訳: Hiroyuki HANAI <hanai@FreeBSD.org>, 1997 年 9 月 13 日.
CTM はリモートのディレクトリツリーを中央のツリーに同期させるための 手段です. これはFreeBSDのソースツリーの配布を行なうために開発されまし たが, 時が経つにつれて別の目的にも有用であることがわかるかも しれません. デルタを作り出す処理に関するドキュメントは現在ほとんど ありません. 従って, もしあなたがCTM を他のことに使いたいなら Poul-Henning Kamp <phk@FreeBSD.org>にさらなる情報を問い合わせてください.
CTM を使うことにより FreeBSD ソースツリーのローカルコピーを手にいれることができます. ソースツリーが使えることの魅力は数多くあります. 完全な cvs ツリーを追いかけるにしても, ひとつのブランチを追いかける にしても CTM は必要な情報を与えてくれます. もしあなたがFreeBSDのアクティブな開発者であるにもかかわらず お粗末なTCP/IP接続しか持っていなかったり, またはTCP/IP接続が 行なえないとしたら, あるいは単に変更が自動的に送られてきて ほしいというのであれば CTM はそんなあなたのために 作られたのです. アクティブなブランチでは 1 日に最大三つまでのデルタを受け取る必要があります. これが自動的に e-mail で送られてくるという方法を ぜひ検討してみてください. デルタのサイズは常にできるだけ小さく保たれています. 大抵の場合5KBよりも小さく, たまに(10回に1回程度)10-50KBになり, ときおり100KBかもっと大きくなるでしょう.

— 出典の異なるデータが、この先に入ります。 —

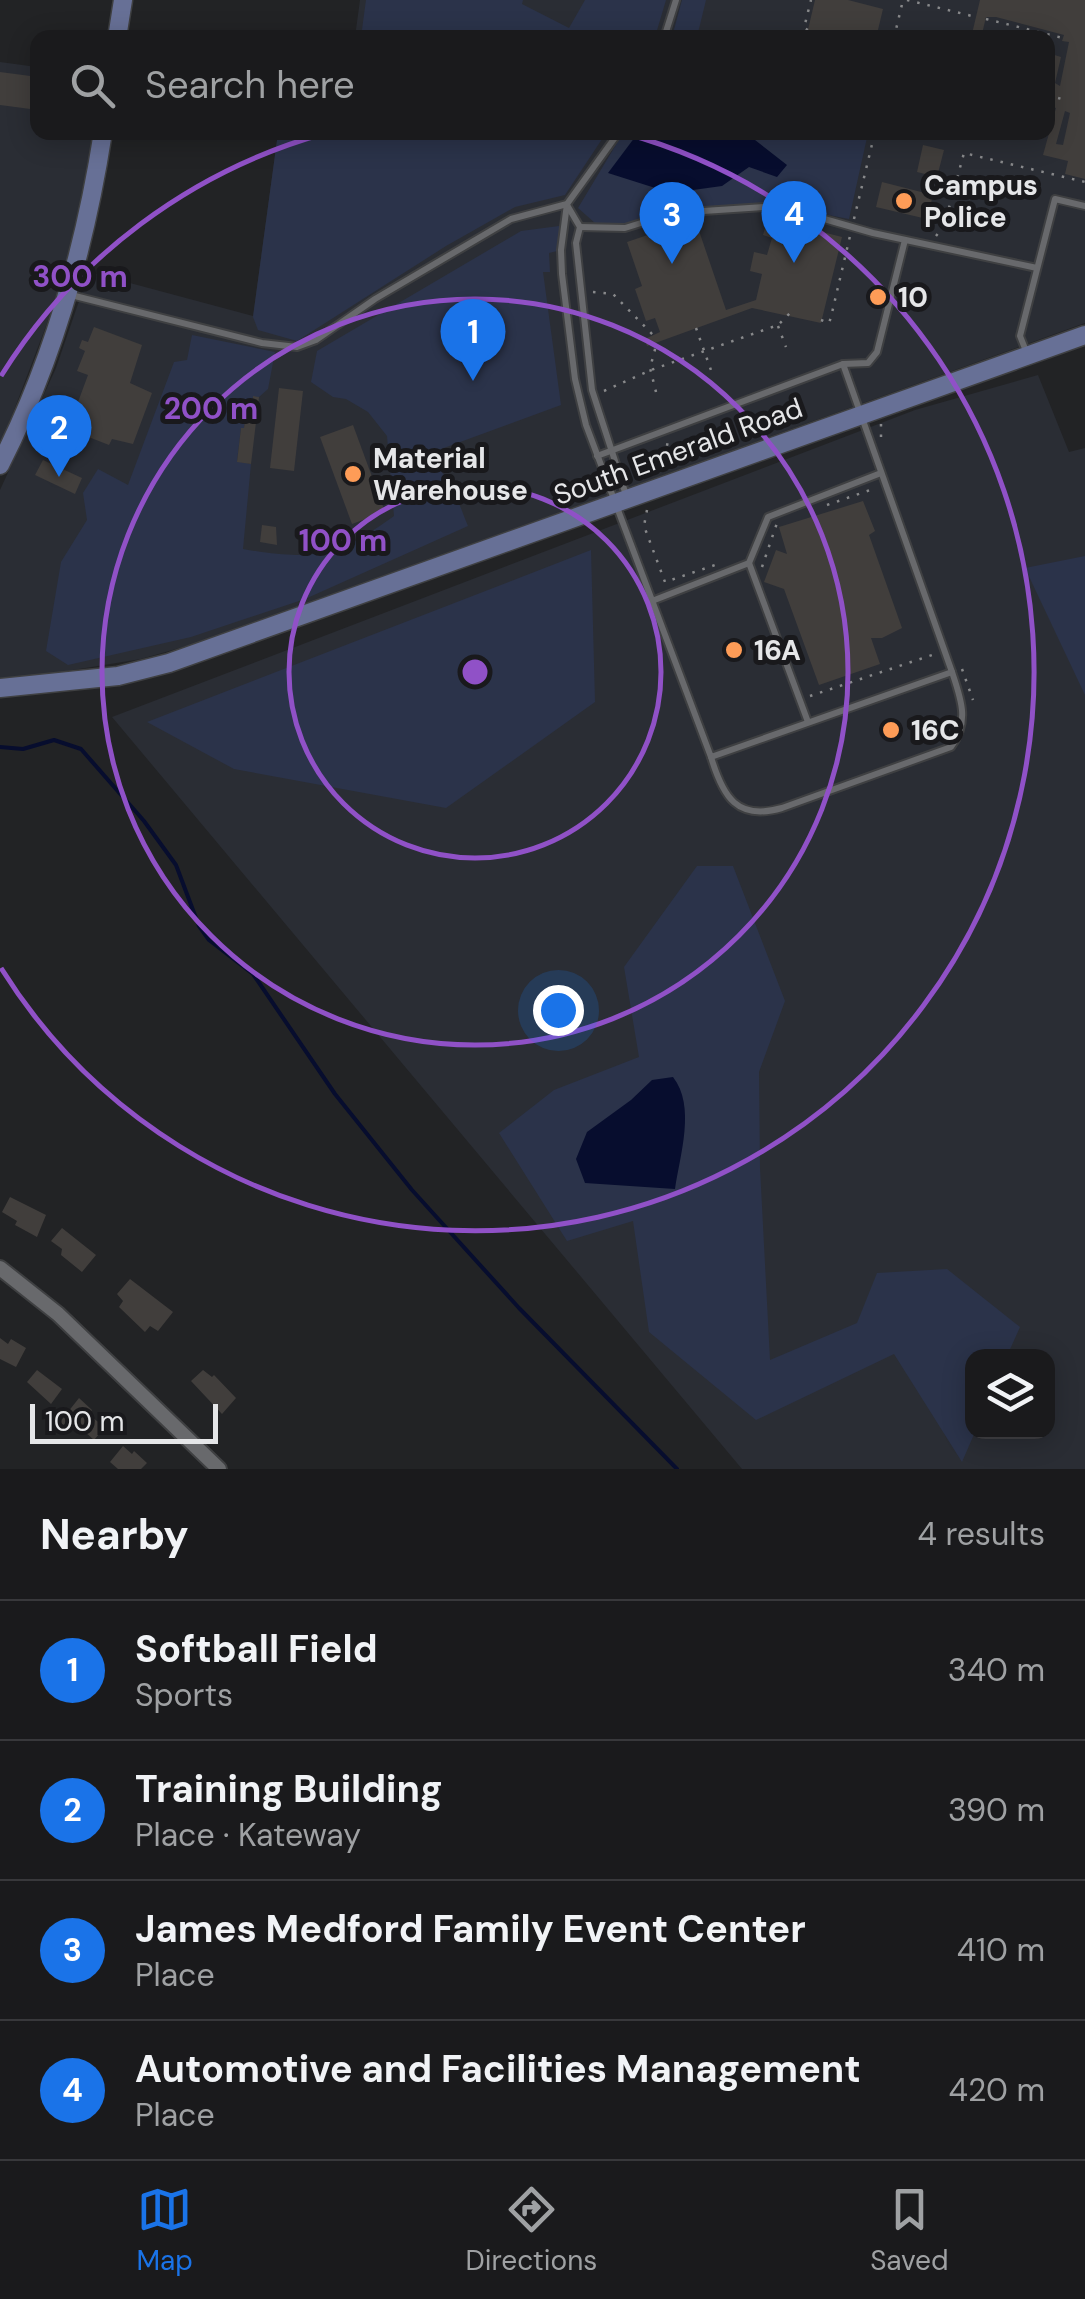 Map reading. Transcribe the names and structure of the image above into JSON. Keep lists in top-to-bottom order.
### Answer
{
  "streets": {
    "street": ["South Emerald Road"]
  },
  "places": [
    "Campus Police",
    "10",
    "Material Warehouse",
    "16A",
    "16C"
  ],
  "scale_bar": "100 m",
  "page": {
    "search": "Search here",
    "pins": [
      "4",
      "3",
      "1",
      "2"
    ],
    "scale": "100 m",
    "heading": ["Nearby", "4 results"],
    "list": [
      {
        "mark": "1",
        "name": "Softball Field",
        "note": "Sports",
        "value": "340 m"
      },
      {
        "mark": "2",
        "name": "Training Building",
        "note": "Place · Kateway",
        "value": "390 m"
      },
      {
        "mark": "3",
        "name": "James Medford Family Event Center",
        "note": "Place",
        "value": "410 m"
      },
      {
        "mark": "4",
        "name": "Automotive and Facilities Management",
        "note": "Place",
        "value": "420 m"
      }
    ],
    "nav": ["Map", "Directions", "Saved"]
  },
  "rings": ["300 m", "200 m", "100 m"]
}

開発ソースから直接に得られたものを使うことについては, あらかじめパッケージにされたリリースとは違い, いろいろと注意することが あります. これは特に ``current'' のソースを選んでいるときは重要です. 最新の FreeBSD を追いかけるを読むことをお勧めします.
二つのものが必要でしょう: CTM プログラムとそれに与える (``current'' レベルを得るための)最初のデルタです.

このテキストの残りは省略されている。